=== The data ===
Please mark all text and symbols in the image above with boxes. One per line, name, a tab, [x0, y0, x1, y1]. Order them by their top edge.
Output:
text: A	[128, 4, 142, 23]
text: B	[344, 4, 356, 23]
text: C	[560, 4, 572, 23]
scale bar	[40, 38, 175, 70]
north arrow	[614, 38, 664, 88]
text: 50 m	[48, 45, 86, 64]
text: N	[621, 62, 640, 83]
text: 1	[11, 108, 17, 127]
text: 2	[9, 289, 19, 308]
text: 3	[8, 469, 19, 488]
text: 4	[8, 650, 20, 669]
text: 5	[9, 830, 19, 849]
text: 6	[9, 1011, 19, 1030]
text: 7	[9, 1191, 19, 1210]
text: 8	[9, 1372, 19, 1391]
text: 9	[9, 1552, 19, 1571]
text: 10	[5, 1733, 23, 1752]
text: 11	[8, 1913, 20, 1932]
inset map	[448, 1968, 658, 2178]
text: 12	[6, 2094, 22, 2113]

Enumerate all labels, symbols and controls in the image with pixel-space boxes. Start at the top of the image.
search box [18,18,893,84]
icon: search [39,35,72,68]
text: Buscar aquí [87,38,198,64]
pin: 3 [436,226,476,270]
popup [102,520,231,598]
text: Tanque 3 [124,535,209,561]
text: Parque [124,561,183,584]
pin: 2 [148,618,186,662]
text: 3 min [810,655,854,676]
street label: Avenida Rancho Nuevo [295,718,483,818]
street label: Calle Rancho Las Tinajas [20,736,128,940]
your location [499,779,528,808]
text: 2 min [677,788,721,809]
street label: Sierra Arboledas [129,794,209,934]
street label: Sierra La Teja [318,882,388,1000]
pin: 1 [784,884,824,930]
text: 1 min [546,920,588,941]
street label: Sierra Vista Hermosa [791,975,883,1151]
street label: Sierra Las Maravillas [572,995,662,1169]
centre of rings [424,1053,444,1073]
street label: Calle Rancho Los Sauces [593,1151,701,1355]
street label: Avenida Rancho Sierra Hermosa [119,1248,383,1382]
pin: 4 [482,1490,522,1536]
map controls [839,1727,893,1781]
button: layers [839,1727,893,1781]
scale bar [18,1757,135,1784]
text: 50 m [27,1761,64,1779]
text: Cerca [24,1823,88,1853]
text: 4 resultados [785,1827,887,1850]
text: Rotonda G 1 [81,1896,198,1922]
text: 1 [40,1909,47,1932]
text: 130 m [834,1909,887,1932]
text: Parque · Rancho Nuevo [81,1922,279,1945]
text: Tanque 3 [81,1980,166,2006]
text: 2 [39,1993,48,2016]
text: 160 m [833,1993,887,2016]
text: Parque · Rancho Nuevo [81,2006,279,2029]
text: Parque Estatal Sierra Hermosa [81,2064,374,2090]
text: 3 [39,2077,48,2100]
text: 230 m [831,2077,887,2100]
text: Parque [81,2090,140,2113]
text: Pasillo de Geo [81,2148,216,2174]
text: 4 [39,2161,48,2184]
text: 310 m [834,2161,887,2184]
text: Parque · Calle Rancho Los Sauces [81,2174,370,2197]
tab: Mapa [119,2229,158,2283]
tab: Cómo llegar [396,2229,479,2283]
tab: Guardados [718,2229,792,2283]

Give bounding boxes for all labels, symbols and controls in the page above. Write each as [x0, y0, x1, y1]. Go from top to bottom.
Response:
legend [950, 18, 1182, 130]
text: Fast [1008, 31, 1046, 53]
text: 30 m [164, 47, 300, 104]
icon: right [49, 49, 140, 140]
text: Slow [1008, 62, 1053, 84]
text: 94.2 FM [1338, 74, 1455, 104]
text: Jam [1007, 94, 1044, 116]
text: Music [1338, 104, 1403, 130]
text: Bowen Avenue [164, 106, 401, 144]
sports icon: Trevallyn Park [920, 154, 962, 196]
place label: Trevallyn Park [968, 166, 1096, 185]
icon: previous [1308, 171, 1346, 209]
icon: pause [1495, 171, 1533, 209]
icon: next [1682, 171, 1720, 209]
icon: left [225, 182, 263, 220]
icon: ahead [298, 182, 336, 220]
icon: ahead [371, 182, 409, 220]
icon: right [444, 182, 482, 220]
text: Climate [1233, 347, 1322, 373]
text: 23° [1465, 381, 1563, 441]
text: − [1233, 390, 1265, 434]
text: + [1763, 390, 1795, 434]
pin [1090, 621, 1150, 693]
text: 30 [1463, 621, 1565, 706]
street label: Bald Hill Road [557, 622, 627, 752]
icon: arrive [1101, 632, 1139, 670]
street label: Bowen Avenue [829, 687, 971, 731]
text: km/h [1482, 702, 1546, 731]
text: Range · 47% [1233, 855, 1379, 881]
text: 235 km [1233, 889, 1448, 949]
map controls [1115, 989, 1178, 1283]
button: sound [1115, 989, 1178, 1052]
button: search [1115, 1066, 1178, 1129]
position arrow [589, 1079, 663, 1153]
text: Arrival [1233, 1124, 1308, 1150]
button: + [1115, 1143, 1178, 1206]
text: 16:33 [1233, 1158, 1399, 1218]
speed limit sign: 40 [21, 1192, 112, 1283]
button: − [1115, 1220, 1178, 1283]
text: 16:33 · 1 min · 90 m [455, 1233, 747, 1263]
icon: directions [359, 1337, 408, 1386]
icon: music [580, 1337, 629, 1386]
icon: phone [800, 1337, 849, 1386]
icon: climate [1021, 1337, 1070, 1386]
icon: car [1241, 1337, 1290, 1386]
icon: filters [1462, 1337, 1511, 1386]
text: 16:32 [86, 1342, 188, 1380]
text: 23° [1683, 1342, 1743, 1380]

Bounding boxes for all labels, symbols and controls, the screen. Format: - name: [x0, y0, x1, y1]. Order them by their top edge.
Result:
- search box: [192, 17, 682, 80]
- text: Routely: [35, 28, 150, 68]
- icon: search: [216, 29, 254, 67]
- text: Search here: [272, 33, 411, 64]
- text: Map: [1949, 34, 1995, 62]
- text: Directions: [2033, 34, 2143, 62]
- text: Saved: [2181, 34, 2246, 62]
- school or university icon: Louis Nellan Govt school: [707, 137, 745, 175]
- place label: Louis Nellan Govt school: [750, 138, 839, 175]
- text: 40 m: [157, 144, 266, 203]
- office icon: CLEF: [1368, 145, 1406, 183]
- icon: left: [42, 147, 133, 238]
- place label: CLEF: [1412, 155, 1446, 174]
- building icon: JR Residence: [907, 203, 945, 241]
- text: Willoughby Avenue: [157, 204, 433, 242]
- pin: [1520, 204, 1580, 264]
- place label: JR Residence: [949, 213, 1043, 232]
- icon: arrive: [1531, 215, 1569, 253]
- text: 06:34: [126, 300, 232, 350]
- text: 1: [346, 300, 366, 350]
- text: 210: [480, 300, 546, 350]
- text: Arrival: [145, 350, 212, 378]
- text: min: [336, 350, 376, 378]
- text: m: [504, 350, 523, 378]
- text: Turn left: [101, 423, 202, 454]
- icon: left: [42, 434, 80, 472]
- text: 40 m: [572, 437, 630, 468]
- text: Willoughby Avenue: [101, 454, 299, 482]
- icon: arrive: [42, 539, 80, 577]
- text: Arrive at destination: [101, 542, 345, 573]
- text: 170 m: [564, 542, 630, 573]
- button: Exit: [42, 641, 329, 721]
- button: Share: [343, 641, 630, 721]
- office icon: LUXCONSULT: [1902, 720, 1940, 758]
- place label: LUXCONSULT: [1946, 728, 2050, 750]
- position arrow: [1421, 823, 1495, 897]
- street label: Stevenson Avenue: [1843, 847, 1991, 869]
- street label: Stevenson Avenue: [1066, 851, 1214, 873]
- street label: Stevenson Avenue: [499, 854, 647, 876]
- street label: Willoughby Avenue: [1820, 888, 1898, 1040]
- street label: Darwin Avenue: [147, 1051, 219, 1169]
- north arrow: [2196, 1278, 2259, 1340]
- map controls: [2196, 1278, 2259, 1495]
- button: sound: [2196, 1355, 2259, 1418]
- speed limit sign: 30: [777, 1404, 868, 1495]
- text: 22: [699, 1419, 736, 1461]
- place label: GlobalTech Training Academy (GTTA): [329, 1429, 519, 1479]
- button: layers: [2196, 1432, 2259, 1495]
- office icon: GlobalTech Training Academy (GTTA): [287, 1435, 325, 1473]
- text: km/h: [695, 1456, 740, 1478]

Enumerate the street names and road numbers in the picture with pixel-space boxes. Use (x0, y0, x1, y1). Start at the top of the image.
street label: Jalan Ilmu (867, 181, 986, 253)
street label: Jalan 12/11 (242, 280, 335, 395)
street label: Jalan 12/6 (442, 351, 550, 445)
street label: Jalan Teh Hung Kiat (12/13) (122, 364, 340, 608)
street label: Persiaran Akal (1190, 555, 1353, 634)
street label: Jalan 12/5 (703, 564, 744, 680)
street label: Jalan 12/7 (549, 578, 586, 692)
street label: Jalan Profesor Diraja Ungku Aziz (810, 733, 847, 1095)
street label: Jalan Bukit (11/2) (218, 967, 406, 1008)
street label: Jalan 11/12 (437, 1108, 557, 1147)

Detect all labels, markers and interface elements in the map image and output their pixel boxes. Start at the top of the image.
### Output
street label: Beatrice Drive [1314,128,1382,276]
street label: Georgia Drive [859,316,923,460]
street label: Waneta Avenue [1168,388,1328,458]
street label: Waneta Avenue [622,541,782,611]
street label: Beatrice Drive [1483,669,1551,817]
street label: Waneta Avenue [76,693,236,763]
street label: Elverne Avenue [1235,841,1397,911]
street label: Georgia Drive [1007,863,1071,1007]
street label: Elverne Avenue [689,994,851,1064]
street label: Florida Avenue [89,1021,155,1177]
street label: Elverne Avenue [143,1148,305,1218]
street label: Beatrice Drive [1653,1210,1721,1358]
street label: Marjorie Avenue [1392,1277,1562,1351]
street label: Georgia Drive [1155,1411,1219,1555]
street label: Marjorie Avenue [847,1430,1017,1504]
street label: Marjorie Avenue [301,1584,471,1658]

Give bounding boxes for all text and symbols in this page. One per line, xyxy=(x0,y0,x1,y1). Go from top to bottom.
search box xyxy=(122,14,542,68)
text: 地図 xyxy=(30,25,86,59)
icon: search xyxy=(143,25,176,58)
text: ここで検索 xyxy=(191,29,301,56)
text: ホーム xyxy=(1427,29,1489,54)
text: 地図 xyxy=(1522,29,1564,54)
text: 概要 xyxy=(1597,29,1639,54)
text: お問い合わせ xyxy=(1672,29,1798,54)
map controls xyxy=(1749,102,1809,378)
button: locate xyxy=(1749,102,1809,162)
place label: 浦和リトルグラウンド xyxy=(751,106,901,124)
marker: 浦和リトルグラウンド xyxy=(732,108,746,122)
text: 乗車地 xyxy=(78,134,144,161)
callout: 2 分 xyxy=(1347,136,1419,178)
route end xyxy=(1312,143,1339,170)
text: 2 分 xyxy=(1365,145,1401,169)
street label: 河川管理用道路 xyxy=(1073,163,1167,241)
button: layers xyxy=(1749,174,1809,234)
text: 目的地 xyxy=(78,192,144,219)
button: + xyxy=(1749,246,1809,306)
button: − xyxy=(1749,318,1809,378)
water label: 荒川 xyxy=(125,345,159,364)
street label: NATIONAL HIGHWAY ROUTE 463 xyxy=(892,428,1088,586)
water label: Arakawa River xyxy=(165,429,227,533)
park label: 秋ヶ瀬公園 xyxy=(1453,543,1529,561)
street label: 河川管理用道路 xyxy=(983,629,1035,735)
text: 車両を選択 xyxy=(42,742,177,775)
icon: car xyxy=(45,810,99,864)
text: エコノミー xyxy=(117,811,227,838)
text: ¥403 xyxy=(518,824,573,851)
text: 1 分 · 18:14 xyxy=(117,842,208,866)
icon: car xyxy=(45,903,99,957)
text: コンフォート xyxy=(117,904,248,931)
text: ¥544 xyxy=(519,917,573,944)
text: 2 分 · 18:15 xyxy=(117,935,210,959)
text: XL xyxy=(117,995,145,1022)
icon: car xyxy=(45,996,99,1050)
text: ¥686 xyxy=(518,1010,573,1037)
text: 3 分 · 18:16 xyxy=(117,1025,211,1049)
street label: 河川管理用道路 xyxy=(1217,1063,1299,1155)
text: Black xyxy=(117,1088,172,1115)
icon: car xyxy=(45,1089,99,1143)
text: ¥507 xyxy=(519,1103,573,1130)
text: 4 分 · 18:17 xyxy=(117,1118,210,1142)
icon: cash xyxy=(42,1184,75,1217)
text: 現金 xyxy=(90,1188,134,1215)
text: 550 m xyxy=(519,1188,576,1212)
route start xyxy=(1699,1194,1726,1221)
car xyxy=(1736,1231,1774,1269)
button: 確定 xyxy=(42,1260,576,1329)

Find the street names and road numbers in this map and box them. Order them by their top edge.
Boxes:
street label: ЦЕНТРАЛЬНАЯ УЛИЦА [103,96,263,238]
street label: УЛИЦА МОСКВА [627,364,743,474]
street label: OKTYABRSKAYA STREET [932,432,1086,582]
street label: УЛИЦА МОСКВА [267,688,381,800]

=== What this task involves ===
Retype, exactly as written, each line from the one containing "Find the street" through the last line of the listing above, and leave out all other lines.

=== Written solution ===
Find the street names and road numbers in this map and box them. Order them by their top edge.
Boxes:
street label: ЦЕНТРАЛЬНАЯ УЛИЦА [103,96,263,238]
street label: УЛИЦА МОСКВА [627,364,743,474]
street label: OKTYABRSKAYA STREET [932,432,1086,582]
street label: УЛИЦА МОСКВА [267,688,381,800]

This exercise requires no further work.